Do I need coding skills to use AI analytics tools?
Increasingly, no. Modern AI analytics tools let you ask questions in plain language and get charts, forecasts and insights without SQL or programming. This is a major part of their value — democratizing data so marketers, managers and founders can analyze data themselves. Technical skills still help for complex or custom analysis.
Is AI analytics worth the investment?
For most organizations, yes. Data-driven companies are 23 times more likely to acquire customers and 19 times more likely to be profitable, and BI delivers around 112% average ROI. AI extends these benefits by making analysis faster and more accessible. The key is investing in clean, governed data first, since AI amplifies both good data and bad.
10. Conclusion & Key Takeaways
AI and analytics is reshaping how organizations turn data into decisions — automating the grind, democratizing access through plain language, and shifting analytics from describing the past to predicting and prescribing the future. The leading tools are the BI platforms you may already use, now supercharged with AI, alongside nimble AI-native challengers. The winners will be the organizations that pair AI’s speed with clean data and human judgment, treating AI as a powerful analyst to direct rather than an oracle to obey. To go further, explore our guides to AI tools for data analysis, generative AI, and the best AI tools for business.

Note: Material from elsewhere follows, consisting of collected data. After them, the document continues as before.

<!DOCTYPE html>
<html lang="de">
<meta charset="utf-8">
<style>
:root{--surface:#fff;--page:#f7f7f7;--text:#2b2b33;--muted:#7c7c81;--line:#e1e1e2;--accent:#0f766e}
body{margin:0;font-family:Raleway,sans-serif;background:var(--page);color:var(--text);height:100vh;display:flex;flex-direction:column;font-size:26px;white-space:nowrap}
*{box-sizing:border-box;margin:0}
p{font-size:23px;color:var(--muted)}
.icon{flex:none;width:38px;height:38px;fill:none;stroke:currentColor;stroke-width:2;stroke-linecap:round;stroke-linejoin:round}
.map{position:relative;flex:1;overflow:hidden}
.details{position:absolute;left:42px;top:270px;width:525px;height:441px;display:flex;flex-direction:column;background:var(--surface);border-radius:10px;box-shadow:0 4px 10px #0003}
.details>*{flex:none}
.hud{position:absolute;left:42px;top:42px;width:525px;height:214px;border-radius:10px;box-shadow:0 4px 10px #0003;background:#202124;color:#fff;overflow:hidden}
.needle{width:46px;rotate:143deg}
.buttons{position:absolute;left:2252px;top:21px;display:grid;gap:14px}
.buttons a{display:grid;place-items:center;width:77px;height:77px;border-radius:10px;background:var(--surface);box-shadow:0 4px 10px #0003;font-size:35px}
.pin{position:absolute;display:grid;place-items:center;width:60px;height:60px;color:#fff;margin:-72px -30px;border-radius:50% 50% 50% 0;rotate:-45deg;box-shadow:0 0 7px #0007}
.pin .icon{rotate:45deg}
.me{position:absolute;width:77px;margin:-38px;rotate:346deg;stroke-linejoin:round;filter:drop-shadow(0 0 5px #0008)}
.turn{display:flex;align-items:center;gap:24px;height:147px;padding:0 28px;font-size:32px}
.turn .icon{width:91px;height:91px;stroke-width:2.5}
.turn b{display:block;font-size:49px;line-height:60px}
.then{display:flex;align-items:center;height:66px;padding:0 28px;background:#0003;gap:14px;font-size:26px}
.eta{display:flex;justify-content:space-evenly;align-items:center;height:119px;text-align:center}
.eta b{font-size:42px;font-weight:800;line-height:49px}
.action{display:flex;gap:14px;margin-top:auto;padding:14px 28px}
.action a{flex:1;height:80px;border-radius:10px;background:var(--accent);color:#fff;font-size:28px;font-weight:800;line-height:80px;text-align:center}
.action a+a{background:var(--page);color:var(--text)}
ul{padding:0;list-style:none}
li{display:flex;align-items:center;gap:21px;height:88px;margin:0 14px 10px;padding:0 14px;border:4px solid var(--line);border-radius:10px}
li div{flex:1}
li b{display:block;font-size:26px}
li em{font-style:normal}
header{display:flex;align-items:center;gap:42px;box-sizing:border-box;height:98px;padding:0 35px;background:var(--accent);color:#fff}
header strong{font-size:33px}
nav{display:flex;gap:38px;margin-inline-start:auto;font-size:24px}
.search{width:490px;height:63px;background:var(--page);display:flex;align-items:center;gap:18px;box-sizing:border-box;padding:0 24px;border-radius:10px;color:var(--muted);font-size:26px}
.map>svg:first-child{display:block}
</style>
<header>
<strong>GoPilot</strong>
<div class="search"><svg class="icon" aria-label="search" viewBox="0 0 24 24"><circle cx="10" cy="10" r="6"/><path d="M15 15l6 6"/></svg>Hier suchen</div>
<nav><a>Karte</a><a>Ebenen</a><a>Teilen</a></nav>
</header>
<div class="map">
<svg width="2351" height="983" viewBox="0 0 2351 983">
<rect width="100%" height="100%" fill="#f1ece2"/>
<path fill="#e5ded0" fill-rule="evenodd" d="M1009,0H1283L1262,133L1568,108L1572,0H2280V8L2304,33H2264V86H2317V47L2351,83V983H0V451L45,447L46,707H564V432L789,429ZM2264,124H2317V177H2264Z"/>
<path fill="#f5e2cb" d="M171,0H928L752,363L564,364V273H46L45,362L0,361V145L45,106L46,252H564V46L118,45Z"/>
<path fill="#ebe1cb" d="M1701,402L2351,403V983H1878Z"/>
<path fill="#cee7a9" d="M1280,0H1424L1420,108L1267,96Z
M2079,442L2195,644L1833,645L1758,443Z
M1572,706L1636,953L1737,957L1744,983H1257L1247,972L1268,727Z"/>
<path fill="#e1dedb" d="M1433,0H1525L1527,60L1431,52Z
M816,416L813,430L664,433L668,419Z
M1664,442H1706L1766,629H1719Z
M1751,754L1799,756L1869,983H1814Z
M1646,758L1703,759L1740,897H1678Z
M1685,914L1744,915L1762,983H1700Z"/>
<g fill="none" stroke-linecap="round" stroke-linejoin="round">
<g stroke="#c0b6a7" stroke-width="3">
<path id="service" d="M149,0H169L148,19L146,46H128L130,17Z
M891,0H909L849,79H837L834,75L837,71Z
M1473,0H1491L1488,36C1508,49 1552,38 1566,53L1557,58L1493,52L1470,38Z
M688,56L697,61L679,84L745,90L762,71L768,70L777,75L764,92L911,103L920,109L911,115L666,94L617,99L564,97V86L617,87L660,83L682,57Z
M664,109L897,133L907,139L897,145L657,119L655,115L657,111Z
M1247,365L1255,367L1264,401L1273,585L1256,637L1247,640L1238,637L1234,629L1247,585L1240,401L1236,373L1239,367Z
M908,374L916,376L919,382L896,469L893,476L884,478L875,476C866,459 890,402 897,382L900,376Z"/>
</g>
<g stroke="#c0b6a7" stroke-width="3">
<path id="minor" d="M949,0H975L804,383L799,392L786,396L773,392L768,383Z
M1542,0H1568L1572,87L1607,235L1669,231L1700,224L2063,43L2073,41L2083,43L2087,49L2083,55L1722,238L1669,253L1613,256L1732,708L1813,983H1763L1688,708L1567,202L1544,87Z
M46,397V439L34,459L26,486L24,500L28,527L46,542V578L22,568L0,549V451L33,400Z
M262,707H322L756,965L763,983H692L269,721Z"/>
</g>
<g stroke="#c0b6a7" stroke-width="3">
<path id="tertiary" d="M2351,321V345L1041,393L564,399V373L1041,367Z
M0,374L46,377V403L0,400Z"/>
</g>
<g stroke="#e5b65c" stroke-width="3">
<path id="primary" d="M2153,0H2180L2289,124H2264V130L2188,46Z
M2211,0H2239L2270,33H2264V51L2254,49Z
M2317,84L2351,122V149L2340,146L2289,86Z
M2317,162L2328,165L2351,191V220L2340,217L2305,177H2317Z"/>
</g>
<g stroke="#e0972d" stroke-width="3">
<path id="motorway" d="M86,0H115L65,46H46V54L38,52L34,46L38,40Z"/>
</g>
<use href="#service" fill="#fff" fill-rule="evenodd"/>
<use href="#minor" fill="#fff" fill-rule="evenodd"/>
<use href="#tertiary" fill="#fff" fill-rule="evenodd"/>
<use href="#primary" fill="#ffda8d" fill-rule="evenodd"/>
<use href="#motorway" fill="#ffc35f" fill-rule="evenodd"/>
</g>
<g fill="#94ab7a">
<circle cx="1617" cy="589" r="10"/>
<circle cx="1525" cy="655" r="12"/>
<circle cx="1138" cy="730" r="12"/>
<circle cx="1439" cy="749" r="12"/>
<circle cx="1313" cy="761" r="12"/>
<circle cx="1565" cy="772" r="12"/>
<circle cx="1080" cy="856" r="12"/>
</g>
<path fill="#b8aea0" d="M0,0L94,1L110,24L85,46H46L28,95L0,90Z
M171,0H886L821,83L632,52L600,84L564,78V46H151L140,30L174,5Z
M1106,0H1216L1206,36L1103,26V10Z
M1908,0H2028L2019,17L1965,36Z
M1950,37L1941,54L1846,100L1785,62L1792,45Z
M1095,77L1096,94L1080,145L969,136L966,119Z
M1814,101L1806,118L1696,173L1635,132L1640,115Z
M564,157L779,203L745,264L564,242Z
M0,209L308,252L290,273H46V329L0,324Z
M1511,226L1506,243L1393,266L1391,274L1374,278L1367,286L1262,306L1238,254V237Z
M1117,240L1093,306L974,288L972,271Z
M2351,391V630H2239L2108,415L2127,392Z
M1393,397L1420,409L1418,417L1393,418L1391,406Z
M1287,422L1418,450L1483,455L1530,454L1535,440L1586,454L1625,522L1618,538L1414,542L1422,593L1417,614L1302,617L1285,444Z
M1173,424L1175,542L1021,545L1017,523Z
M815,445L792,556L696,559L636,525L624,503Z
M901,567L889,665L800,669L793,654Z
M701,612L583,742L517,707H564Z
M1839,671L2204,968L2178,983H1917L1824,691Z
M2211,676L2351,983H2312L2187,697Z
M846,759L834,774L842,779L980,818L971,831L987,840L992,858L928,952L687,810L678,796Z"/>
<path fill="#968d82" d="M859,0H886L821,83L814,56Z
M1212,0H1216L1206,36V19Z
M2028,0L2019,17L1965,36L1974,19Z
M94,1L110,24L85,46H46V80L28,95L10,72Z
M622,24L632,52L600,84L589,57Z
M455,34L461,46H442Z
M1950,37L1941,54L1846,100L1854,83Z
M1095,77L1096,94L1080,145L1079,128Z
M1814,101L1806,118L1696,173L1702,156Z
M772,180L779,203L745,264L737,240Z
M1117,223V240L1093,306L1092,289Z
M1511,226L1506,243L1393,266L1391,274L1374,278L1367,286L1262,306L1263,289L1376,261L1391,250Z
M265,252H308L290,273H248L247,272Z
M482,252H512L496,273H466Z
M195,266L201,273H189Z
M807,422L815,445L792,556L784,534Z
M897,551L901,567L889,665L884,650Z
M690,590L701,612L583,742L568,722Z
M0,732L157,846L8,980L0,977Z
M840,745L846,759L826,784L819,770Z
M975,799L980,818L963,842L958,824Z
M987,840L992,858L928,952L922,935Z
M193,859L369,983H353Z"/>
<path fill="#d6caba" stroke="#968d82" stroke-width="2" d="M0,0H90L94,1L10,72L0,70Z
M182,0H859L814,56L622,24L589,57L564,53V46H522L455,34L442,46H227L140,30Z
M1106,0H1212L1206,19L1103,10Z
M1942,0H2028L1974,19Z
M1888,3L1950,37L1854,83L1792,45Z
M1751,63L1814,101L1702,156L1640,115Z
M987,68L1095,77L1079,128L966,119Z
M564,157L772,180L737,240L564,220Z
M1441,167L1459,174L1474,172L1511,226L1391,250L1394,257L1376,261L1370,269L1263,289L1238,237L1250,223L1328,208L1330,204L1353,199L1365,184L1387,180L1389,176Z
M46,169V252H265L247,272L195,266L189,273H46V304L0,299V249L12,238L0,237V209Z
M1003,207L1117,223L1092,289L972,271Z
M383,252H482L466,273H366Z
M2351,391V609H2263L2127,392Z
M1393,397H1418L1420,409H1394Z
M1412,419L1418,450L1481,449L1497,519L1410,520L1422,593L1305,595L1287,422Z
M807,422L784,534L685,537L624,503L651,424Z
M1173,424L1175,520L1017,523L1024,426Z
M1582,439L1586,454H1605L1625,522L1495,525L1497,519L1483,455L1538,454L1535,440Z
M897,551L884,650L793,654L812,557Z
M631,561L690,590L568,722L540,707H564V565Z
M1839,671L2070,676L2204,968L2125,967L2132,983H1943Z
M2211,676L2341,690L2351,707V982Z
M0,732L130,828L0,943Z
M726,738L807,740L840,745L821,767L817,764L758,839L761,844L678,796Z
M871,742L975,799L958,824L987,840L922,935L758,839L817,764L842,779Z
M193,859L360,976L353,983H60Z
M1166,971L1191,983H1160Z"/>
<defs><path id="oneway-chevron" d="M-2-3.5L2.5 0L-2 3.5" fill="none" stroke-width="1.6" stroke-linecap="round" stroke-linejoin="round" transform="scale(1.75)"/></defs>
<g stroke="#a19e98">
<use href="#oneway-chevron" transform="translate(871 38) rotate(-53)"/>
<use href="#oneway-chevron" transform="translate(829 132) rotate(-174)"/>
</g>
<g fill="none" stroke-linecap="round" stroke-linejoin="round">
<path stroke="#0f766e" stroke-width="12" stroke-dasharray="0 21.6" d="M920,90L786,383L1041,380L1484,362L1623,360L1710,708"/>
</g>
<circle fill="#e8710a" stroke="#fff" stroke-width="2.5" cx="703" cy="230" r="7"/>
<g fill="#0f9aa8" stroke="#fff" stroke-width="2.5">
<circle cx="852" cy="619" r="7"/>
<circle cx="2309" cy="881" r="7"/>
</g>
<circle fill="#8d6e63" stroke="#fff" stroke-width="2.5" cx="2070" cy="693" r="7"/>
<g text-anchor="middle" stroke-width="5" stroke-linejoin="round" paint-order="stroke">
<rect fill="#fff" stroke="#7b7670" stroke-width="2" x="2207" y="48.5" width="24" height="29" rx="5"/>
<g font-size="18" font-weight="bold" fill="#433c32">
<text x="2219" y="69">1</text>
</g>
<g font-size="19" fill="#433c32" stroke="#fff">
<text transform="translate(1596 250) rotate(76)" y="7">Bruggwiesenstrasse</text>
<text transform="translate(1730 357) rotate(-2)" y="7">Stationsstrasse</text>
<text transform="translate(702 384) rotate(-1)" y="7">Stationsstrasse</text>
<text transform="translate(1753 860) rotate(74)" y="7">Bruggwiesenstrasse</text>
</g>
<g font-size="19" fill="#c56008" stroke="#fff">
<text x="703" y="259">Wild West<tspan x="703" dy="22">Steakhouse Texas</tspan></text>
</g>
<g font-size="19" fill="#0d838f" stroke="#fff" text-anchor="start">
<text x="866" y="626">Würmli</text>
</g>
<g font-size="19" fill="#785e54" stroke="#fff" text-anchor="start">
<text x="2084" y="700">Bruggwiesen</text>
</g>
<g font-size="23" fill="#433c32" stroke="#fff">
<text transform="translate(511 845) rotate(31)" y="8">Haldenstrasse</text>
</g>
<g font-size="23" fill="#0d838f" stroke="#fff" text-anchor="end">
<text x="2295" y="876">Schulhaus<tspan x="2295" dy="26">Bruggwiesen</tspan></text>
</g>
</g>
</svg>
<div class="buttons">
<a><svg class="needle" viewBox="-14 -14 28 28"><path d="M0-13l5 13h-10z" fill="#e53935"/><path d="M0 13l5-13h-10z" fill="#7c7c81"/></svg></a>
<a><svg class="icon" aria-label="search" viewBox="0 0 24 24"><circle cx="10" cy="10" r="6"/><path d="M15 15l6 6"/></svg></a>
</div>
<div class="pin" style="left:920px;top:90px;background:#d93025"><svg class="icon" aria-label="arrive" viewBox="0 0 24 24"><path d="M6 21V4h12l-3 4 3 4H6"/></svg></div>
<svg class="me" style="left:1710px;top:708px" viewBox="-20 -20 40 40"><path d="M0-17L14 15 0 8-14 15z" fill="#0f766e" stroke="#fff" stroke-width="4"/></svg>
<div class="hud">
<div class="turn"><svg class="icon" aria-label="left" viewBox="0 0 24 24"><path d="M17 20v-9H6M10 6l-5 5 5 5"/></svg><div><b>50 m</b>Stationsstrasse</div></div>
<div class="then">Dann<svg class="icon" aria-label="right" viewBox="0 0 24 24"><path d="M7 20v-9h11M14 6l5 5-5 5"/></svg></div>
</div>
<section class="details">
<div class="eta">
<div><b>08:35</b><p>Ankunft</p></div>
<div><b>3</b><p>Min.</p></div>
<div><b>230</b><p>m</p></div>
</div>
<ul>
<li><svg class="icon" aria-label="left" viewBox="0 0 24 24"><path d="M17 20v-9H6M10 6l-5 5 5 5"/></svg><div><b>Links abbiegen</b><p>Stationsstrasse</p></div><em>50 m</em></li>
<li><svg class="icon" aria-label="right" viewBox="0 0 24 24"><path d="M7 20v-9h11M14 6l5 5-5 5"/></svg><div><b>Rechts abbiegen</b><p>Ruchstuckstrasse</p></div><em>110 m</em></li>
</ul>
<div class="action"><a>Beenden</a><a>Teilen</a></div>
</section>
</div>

- AI and analytics (augmented analytics) automates insights, enables plain-language queries, and adds prediction and prescription to BI.
- Leading tools: Power BI Copilot, Tableau AI, Google Looker, ThoughtSpot and Amazon QuickSight.
- Data-driven organizations are 23x more likely to win customers and 19x more likely to be profitable; BI averages ~112% ROI.
- AI augments analysts rather than replacing them — the job shifts to directing and validating analysis.
- Success depends on clean, governed data and human oversight; AI amplifies both good and bad data.
AI and analytics turns a flood of data into timely, plain-language decisions — but the edge belongs to teams that combine AI’s speed with clean data and sharp human judgment. Start with the tools you already have, govern your data well, and let AI do the heavy lifting.